Since opening night, attendance at Play A has increased steadily, while Play B first rose then fell. Equations modeling the daily attendance y at each play are shown below, where x is the number of days since opening night. On what day(s) was the attendance the same at both plays and what was the attendance?
Play A: y=15x+76
Play B: y=-x^2 +36x-4
Option A) the attendance was the same on day 5. The attendance was 151 at both plays on that day.
Option B) the attendance was the same on day 16. The attendance was 316 at both plays on that day.
Option C) the attendance was the same on day 5 and 16. The attendance at both plays on that day was 151 and 316 respectively.
Option D) the attendance was never the same at both plays.

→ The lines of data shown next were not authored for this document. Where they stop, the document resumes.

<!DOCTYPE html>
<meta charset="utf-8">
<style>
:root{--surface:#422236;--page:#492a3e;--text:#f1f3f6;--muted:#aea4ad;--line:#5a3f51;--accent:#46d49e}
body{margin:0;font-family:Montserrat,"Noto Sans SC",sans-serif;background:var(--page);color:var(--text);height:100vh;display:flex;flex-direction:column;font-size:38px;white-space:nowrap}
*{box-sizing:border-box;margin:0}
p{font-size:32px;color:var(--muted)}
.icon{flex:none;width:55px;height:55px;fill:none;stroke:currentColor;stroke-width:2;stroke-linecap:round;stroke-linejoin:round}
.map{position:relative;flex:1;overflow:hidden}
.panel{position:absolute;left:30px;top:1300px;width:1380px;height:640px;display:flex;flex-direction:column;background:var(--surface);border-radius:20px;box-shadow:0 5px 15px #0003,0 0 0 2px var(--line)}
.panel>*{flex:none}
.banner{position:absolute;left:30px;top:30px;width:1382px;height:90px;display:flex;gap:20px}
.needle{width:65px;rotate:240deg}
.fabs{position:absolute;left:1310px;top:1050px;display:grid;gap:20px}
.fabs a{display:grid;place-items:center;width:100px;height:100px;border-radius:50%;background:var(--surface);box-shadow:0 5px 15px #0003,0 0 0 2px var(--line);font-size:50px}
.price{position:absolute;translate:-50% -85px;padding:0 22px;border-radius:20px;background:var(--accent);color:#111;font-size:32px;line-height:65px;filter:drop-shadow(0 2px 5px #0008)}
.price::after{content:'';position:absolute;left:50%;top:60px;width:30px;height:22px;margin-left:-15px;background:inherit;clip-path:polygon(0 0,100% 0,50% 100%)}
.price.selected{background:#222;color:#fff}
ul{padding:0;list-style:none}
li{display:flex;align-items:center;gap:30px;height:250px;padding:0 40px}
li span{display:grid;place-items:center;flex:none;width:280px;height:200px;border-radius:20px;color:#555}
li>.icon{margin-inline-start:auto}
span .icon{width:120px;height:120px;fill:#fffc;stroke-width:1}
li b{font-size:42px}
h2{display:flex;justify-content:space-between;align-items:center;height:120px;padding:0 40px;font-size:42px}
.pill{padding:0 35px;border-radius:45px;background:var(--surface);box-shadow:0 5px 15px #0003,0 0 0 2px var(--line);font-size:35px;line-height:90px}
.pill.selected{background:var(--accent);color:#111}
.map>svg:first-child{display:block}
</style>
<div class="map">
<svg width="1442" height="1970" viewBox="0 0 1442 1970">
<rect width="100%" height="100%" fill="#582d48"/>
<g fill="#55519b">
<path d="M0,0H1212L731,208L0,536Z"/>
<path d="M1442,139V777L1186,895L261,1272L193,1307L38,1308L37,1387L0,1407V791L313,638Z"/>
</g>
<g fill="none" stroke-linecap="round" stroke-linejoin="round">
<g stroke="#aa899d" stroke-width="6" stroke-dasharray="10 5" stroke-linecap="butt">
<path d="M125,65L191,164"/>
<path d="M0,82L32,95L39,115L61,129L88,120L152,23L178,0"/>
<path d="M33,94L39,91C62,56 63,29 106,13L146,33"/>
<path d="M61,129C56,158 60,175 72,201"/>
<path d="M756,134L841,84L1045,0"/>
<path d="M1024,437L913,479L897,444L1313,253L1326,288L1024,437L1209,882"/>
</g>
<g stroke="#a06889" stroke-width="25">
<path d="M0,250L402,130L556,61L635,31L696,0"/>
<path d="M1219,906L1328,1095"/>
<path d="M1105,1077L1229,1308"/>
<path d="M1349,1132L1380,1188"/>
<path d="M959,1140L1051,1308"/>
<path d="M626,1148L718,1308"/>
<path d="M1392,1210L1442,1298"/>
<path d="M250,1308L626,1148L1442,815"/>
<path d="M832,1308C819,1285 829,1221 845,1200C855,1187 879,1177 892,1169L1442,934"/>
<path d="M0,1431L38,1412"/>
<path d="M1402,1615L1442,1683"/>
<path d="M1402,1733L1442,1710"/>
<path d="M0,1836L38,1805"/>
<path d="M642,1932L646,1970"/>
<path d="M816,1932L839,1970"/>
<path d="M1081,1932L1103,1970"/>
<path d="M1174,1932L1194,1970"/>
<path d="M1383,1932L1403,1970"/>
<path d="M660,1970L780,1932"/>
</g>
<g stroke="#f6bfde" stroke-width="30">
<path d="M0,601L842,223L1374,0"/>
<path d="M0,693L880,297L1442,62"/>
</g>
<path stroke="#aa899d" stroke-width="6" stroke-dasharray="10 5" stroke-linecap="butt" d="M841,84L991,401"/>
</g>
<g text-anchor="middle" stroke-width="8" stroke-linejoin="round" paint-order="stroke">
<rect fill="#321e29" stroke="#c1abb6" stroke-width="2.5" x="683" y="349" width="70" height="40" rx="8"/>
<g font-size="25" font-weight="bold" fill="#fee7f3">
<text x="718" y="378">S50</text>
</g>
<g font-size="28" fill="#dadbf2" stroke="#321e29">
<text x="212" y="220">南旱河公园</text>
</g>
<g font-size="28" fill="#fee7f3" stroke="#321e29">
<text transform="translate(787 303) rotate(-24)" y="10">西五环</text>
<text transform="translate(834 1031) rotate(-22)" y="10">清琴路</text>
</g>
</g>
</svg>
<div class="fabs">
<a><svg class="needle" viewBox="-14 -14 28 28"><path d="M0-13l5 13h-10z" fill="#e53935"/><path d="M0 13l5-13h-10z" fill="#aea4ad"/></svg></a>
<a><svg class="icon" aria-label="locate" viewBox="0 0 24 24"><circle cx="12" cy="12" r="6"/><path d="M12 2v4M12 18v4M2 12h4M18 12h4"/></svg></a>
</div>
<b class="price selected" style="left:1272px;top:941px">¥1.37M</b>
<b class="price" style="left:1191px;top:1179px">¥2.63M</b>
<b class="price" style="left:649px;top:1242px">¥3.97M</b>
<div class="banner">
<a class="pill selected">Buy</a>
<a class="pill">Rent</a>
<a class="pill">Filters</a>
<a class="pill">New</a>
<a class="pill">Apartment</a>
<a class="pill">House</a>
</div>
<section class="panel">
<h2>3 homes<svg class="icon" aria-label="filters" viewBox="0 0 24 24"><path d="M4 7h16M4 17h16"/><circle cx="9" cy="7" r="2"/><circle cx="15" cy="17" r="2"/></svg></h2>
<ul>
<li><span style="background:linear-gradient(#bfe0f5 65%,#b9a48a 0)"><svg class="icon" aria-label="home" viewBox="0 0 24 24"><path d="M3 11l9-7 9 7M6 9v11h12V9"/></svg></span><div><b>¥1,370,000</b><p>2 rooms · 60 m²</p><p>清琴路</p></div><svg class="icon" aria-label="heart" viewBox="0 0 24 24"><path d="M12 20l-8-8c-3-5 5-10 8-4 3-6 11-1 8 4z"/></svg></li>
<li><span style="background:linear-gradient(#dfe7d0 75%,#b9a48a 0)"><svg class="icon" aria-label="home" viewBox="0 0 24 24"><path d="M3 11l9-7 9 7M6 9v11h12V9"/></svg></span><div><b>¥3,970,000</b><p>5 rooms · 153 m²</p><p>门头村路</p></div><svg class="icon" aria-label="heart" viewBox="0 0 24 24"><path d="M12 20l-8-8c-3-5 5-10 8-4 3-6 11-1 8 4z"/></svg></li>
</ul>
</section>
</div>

We need to find the values of x for which y is the same for both plays A and B. In other words, we need to solve the equation:
15x+76 = -x^2 +36x-4
Simplifying and rearranging:
x^2 -21x + 80 = 0
Factoring:
(x-5)(x-16) = 0
So the attendance is the same at both plays on day 5 and day 16. To find the attendance on those days, we can substitute them into either equation:
On day 5:
y = 15(5) + 76 = 151
y = -5^2 + 36(5) - 4 = 151
On day 16:
y = 15(16) + 76 = 316
y = -16^2 + 36(16) - 4 = 316
Therefore, the answer is option C) the attendance was the same on day 5 and 16. The attendance at both plays on that day was 151 and 316 respectively.